I didn't need to look long. I want to. That was not the wagon I wanted to remember him. If I am ever asked how I knew that I was him, I would not and could not say. But I knew. There was no doubt in my mind. Consider it a bond shared between a Man and his Father. The old man never made it out. From the looks of it, he knew nothing of the fire burning all around him.

After a few tears and a deep breath, I rewrapped his face and began pulling the charred wood away from the now shallow wagon. The Tuchuk was speaking to me I think.

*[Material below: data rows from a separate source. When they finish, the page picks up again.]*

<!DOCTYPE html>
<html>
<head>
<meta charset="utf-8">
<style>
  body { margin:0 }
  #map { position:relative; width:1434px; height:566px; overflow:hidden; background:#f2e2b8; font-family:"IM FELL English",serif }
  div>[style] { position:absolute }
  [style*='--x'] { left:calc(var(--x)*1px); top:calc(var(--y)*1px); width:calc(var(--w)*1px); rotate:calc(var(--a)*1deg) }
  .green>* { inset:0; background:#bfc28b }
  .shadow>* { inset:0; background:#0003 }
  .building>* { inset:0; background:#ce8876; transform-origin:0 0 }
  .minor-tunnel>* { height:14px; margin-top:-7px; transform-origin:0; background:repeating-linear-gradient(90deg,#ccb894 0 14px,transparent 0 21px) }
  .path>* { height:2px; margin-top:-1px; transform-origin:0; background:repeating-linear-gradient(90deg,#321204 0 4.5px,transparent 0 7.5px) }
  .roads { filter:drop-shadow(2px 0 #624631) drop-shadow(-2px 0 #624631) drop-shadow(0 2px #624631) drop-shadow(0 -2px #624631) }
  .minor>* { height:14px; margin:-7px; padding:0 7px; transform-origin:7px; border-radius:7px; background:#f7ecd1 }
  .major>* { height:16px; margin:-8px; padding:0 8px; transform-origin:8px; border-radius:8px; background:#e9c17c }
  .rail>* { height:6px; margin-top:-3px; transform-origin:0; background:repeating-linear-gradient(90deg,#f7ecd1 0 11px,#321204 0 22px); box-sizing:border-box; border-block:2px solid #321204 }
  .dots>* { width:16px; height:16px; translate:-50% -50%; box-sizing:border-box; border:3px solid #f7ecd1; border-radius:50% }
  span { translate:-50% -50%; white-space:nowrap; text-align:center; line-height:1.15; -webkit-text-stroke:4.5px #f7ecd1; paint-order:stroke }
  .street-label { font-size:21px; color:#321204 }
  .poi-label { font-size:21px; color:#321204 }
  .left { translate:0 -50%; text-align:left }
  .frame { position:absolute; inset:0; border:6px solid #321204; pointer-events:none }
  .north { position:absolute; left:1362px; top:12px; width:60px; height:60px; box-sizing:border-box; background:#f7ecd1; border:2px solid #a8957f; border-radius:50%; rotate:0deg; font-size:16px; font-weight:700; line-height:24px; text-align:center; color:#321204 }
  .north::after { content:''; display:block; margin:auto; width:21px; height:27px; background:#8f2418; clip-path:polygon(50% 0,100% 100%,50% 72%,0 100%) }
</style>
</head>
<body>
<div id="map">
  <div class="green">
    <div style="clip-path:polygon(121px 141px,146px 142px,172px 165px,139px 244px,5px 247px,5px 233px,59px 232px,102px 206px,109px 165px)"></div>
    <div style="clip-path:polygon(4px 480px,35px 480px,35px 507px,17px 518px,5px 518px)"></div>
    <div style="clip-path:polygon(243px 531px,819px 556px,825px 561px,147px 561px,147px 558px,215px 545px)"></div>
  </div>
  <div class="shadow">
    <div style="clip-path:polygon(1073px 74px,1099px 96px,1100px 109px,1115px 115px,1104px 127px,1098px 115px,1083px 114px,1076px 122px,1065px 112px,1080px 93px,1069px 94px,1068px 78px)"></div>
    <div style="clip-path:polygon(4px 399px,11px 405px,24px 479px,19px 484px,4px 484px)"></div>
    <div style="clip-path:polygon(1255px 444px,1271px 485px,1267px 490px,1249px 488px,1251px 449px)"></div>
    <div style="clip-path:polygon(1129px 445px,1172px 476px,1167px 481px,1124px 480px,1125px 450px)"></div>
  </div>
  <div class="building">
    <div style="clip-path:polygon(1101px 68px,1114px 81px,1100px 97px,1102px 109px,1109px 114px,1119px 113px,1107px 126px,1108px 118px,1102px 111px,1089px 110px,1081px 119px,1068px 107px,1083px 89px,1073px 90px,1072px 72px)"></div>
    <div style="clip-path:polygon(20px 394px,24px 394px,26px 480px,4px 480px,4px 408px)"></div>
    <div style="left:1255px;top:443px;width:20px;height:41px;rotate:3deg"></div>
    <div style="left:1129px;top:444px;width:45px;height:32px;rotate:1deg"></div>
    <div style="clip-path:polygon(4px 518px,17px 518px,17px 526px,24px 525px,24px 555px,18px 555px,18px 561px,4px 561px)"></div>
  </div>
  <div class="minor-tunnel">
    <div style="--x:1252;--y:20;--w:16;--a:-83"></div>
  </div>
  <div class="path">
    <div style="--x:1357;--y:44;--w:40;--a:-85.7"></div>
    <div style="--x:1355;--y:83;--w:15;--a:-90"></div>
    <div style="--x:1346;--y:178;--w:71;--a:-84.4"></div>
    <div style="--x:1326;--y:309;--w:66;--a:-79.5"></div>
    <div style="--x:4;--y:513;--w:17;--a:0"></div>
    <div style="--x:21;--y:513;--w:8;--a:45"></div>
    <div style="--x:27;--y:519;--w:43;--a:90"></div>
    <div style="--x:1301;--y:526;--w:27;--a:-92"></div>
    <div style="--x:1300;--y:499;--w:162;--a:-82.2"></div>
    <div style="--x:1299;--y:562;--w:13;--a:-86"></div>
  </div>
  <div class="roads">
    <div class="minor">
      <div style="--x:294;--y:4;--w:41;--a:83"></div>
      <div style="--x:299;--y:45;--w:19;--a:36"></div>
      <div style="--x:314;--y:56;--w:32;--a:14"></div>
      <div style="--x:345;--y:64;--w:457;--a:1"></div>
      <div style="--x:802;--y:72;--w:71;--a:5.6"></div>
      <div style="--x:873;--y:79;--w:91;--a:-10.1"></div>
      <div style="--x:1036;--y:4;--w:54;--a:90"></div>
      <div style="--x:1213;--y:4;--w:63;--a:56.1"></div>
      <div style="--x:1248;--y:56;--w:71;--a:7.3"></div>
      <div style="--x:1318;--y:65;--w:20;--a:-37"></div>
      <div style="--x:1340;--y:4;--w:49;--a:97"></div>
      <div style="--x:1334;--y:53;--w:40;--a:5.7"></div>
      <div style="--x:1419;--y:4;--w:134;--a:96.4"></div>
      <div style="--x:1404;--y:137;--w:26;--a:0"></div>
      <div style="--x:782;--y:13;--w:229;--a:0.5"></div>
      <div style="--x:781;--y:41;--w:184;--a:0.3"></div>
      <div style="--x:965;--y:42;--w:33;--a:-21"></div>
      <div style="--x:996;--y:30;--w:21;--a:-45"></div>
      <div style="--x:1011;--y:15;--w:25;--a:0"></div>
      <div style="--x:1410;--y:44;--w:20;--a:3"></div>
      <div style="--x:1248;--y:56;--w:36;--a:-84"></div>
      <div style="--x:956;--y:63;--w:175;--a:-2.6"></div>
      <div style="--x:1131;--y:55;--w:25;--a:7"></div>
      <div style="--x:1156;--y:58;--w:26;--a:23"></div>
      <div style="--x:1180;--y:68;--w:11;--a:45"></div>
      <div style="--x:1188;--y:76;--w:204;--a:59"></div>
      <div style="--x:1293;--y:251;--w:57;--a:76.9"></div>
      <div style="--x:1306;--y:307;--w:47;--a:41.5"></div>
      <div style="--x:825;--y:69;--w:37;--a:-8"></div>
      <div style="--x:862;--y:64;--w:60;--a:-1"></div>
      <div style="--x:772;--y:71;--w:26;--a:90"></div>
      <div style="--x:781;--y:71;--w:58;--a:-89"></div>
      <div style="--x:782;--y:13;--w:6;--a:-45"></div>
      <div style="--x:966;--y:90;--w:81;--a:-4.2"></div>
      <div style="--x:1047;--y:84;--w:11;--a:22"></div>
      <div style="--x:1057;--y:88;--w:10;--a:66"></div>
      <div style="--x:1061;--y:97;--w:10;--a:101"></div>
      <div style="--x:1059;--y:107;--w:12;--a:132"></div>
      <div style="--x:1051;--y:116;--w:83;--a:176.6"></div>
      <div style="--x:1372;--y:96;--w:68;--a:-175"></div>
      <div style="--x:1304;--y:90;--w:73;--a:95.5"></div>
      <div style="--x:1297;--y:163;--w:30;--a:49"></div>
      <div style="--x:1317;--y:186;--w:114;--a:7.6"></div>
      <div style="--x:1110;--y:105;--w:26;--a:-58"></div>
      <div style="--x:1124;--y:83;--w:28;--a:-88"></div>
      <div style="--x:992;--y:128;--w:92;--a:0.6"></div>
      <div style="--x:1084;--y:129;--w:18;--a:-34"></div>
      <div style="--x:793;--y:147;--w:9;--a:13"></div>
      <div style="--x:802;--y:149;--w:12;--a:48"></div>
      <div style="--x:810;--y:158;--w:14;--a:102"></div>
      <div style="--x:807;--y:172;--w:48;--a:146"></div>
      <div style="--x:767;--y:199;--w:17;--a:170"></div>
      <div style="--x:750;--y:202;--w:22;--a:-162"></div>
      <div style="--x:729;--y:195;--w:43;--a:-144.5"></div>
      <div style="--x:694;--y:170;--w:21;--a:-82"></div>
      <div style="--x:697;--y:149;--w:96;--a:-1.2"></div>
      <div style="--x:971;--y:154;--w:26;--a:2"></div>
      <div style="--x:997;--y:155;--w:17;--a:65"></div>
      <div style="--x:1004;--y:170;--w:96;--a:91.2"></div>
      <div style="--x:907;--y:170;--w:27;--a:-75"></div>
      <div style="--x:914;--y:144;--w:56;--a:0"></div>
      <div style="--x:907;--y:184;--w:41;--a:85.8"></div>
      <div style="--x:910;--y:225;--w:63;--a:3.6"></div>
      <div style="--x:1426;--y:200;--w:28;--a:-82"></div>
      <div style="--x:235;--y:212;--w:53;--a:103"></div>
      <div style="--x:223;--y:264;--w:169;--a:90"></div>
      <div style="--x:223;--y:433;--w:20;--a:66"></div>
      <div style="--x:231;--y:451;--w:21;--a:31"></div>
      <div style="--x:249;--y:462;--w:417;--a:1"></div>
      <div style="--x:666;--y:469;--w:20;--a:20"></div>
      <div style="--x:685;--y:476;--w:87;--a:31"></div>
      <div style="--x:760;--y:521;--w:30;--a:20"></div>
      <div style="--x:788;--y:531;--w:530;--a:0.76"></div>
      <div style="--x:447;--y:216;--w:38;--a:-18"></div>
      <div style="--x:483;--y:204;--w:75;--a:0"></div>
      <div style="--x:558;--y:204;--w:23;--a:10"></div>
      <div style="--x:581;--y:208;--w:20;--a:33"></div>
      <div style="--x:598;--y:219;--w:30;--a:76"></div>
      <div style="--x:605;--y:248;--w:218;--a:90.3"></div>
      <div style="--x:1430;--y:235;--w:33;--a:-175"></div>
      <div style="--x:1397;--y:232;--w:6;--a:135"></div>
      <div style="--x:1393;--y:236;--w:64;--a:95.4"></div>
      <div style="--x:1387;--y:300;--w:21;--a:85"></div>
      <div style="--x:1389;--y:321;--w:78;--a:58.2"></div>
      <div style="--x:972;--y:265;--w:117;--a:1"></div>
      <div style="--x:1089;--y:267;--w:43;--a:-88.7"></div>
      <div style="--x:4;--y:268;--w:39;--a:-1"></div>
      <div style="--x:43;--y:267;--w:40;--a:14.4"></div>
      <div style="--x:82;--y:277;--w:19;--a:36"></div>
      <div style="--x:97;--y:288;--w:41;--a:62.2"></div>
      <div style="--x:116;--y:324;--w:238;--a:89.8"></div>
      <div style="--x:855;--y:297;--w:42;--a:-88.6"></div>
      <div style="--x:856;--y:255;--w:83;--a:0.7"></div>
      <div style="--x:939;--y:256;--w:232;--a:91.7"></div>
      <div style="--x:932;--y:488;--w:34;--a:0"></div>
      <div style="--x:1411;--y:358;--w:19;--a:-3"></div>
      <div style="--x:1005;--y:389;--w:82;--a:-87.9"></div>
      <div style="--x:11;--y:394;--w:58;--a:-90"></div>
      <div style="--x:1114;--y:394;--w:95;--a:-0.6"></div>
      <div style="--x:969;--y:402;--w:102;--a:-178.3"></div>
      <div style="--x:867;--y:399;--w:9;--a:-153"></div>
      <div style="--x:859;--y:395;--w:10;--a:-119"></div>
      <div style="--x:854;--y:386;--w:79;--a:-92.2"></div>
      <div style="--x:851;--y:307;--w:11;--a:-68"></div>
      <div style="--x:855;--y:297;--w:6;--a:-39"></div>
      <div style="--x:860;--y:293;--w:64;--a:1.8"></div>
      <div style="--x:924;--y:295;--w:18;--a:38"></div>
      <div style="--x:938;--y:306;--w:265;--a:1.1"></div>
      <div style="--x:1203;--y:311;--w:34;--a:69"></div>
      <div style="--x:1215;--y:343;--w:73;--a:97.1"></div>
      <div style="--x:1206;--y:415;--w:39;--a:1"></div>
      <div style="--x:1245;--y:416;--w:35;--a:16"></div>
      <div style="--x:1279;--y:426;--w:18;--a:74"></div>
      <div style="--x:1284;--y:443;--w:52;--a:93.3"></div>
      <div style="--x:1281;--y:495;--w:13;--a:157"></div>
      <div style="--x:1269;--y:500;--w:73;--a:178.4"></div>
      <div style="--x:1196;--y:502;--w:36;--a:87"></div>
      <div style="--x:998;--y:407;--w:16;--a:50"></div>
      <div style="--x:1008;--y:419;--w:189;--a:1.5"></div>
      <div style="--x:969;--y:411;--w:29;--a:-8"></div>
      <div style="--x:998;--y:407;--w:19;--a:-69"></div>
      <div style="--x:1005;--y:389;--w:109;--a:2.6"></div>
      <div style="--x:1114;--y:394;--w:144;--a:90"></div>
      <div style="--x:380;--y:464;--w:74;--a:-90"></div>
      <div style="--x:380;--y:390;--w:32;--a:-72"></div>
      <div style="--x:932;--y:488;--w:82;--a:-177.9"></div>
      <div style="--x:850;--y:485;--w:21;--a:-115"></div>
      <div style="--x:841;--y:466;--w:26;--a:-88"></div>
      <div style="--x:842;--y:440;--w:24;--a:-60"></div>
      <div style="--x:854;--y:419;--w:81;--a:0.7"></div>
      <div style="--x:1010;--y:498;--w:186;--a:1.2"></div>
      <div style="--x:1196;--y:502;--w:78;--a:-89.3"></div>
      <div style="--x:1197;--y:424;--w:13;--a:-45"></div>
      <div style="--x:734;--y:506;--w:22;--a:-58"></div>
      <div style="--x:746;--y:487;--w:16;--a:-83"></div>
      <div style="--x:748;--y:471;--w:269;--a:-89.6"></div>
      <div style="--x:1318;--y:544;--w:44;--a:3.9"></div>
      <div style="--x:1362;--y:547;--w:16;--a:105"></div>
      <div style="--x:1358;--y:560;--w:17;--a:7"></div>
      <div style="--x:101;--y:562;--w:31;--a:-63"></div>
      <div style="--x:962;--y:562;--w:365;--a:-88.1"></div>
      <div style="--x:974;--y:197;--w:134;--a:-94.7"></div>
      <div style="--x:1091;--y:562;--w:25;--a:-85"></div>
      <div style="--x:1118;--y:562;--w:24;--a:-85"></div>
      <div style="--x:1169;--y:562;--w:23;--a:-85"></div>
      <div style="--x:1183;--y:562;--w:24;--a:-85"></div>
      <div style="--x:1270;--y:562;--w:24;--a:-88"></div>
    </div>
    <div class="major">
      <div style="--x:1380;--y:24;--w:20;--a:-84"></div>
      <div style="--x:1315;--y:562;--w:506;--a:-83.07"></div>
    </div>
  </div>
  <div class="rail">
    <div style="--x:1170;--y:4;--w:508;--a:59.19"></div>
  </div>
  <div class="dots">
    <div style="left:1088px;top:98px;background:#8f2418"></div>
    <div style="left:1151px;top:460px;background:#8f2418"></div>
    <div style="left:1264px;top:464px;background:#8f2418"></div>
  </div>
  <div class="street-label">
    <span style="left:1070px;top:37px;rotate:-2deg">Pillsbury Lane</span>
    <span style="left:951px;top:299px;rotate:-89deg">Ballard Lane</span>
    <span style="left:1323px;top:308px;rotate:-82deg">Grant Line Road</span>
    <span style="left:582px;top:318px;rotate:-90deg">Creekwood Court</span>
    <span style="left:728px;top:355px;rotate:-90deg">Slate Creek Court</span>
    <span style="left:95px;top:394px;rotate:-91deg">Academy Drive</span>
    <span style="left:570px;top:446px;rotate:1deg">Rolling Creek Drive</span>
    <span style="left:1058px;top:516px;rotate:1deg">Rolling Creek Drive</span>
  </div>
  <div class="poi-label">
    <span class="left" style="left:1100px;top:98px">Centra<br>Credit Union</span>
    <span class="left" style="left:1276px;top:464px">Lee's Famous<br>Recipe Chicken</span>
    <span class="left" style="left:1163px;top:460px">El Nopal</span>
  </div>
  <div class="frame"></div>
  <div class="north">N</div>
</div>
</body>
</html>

He was telling me something and asking me other things. I did not care to listen, I had an agenda that would not be put off. When I felt that I could take the figure into my arms properly, I hefted it off the wagon and cradled his lifeless form against my chest. The immediate buckling of my legs drew the Tuchuk and another who had gathered to watch to my side but I shrugged them off, and willed myself upright.

I wept the whole way back. Not simple tears, but cries of agony the likes of which I will never cry again I feel. When I arrived at Tarran's wagon Noni had a few children gathered around his steps reading them stories while Tarran looked on with his mate tucked under his arm, her belly still swollen with the child she carried. Tarran was the first to hear me, but Noni was the first to see. I could feel the lost look in her eyes into my own heart. Even Tarran began to weep as he moved in and took father the rest of the way for I could carry him no further. Noni immediately went to Father's side while Tarran's mate rounded up the children and ushered them away.

"I brought him back..."

I wept. I could feel all of it in those moments. The pain of loss. The weight of weariness. The sting of burns, cuts, and splinters untreated. It was more than even I could bear in that moment.

"I promised...I would bring him back."

And everything went dark. When I awoke it was night. My would had been tended and properly dressed and somewhere in the darkness I could hear Noni humming a song she used to hum to me when I was a young boy. A single tear slipped from my eyes still stinging from the abuse of smoke. I covered them. I didn't want to open them. I didn't want Noni to see me cry, but I wept uncontrollably to which Noni only spoke from the shadows.

"It is okay to weep, Tasco."

She continued to hum. And I...I managed to stifle my tears and stared into the black above me. I have cried enough in the days after...there are so many more days ahead.
I am Tasco the Scarrer, son of Tasco the Scarrer and I am...the only.